Content starts

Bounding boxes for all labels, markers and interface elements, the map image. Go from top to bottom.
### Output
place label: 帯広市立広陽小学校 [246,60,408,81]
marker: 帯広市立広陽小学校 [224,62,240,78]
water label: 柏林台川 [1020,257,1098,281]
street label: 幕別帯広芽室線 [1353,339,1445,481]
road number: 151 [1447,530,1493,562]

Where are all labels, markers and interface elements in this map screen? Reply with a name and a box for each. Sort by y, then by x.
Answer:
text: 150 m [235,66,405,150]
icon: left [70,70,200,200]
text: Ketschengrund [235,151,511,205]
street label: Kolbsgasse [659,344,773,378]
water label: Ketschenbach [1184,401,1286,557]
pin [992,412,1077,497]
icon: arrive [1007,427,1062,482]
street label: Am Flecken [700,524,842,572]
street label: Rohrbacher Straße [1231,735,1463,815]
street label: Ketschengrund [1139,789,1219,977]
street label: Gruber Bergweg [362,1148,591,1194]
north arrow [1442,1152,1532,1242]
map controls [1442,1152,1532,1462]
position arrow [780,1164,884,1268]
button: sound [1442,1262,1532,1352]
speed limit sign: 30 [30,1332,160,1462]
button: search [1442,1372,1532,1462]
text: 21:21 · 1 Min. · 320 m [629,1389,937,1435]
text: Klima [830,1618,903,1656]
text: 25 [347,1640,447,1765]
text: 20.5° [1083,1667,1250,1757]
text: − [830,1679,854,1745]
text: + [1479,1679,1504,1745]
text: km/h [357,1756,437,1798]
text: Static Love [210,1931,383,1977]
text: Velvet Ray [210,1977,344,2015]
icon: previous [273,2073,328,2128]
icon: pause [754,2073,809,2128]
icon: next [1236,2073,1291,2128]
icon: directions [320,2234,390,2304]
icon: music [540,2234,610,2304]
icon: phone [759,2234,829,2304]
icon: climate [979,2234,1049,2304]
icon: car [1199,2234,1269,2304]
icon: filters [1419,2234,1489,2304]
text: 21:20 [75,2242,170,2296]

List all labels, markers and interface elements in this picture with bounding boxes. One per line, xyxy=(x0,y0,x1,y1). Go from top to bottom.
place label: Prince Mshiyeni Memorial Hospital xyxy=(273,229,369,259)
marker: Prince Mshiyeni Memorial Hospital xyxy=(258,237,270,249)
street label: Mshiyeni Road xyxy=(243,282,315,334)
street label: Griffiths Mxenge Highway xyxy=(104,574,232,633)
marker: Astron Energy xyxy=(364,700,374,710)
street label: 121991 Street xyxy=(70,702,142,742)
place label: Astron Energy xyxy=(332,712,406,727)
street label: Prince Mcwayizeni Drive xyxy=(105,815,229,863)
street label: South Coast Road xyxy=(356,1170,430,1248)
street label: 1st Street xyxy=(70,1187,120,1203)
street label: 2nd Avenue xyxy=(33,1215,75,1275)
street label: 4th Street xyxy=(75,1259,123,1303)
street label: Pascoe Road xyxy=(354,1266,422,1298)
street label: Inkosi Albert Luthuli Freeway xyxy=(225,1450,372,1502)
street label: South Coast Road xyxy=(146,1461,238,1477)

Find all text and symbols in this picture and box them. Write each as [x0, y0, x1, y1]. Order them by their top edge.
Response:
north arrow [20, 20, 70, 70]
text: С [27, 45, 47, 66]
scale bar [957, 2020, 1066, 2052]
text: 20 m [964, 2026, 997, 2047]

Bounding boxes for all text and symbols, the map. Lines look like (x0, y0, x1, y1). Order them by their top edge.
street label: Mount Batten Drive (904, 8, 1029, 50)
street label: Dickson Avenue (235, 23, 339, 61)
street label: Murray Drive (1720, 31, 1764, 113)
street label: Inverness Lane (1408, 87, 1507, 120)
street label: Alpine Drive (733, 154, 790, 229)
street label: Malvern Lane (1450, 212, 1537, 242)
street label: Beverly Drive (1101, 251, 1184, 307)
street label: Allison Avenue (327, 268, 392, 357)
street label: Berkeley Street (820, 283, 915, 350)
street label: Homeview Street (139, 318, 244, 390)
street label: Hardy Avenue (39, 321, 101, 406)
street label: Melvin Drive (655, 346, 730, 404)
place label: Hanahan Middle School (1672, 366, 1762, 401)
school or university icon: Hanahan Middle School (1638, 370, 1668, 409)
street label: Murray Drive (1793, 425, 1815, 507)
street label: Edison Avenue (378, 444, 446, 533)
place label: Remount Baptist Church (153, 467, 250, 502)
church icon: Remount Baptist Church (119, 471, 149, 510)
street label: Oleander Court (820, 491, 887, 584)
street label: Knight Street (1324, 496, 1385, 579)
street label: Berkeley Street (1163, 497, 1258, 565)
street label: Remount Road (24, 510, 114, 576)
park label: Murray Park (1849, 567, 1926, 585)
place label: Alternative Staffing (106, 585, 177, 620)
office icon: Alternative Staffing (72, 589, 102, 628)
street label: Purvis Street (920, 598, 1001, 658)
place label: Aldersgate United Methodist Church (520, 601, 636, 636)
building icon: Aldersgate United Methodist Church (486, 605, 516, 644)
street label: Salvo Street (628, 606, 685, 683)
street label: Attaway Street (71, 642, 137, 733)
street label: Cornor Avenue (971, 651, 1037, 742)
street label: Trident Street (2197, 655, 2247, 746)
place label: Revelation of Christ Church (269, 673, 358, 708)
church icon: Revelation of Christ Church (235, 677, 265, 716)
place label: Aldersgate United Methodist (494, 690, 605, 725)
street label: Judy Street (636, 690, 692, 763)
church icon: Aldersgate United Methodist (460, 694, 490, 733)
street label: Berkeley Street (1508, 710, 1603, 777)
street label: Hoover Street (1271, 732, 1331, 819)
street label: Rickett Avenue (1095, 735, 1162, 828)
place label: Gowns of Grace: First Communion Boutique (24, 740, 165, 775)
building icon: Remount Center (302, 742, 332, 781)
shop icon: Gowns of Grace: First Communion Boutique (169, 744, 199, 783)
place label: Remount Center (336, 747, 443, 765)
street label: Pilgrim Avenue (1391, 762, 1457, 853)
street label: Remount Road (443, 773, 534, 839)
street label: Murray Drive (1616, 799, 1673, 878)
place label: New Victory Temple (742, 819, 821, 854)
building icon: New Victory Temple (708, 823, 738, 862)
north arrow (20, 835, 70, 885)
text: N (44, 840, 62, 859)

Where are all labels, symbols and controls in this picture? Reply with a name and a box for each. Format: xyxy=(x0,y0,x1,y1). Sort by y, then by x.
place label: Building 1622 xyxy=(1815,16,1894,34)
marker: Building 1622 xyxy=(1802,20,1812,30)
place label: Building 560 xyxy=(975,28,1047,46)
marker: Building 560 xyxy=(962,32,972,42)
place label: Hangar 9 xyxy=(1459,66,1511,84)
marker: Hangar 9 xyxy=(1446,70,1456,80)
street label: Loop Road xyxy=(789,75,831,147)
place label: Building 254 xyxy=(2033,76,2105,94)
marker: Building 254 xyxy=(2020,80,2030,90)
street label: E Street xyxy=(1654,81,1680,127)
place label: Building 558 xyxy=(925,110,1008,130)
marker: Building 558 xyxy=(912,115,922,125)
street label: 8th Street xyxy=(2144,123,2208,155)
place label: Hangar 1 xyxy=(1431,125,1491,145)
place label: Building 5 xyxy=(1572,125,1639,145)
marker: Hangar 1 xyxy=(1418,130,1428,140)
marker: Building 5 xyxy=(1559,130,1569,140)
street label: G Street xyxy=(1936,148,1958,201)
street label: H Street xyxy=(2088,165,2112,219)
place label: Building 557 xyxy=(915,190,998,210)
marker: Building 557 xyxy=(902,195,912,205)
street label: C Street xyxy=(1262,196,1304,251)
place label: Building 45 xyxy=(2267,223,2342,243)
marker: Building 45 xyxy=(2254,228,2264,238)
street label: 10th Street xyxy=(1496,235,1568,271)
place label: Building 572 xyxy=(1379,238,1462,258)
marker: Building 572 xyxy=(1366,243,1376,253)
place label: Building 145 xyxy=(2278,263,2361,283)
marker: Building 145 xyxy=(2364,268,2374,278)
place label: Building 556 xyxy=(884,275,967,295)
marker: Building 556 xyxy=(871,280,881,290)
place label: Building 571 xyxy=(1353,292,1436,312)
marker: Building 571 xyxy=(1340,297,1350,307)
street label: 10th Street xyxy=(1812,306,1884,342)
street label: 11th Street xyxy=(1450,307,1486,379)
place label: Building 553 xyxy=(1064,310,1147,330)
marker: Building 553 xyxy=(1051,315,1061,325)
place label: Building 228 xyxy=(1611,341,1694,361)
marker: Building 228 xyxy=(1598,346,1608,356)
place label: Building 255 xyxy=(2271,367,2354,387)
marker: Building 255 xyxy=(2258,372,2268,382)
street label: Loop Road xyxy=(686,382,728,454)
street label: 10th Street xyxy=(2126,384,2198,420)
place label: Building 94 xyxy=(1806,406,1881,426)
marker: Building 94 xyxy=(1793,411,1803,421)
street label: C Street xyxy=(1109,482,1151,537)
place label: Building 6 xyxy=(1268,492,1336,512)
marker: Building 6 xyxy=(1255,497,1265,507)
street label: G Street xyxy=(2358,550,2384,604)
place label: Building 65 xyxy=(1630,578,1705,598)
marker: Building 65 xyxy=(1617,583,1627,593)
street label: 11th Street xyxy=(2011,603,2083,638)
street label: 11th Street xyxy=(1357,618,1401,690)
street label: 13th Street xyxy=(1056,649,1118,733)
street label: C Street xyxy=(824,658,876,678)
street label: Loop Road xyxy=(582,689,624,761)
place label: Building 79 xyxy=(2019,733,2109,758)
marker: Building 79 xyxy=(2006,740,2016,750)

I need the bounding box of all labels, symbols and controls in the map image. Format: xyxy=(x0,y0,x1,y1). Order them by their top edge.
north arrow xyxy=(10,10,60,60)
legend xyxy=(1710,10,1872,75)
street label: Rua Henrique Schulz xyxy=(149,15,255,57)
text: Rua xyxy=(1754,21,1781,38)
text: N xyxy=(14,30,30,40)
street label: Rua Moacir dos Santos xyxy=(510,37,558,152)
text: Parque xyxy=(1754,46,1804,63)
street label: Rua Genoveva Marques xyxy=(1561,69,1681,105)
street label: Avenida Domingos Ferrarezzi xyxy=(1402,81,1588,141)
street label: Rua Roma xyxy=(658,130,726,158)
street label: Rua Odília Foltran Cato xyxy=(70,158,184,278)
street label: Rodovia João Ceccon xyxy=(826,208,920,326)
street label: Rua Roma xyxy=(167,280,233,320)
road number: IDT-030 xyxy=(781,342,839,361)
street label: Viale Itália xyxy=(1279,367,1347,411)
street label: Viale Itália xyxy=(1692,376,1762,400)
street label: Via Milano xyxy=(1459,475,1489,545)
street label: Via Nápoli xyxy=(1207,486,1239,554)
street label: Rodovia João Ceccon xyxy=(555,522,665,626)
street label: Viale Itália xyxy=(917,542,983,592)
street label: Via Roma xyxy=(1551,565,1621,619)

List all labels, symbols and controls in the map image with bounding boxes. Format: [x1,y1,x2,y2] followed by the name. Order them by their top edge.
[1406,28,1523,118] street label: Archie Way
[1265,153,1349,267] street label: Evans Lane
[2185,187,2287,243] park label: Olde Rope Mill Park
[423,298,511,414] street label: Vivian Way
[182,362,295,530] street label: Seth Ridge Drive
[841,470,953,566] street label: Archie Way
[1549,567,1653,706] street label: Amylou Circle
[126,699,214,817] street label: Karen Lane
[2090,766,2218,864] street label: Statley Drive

Content ends

# [Directions]
Ending with the line containing "Where are all labels, markers", please print exactly the lines of the material above from its first line onward, and nothing else.

# [Answer space]
Bounding boxes for all labels, markers and interface elements, the map image. Go from top to bottom.
### Output
place label: 帯広市立広陽小学校 [246,60,408,81]
marker: 帯広市立広陽小学校 [224,62,240,78]
water label: 柏林台川 [1020,257,1098,281]
street label: 幕別帯広芽室線 [1353,339,1445,481]
road number: 151 [1447,530,1493,562]

Where are all labels, markers and interface elements in this map screen? Reply with a name and a box for each. Sort by y, then by x.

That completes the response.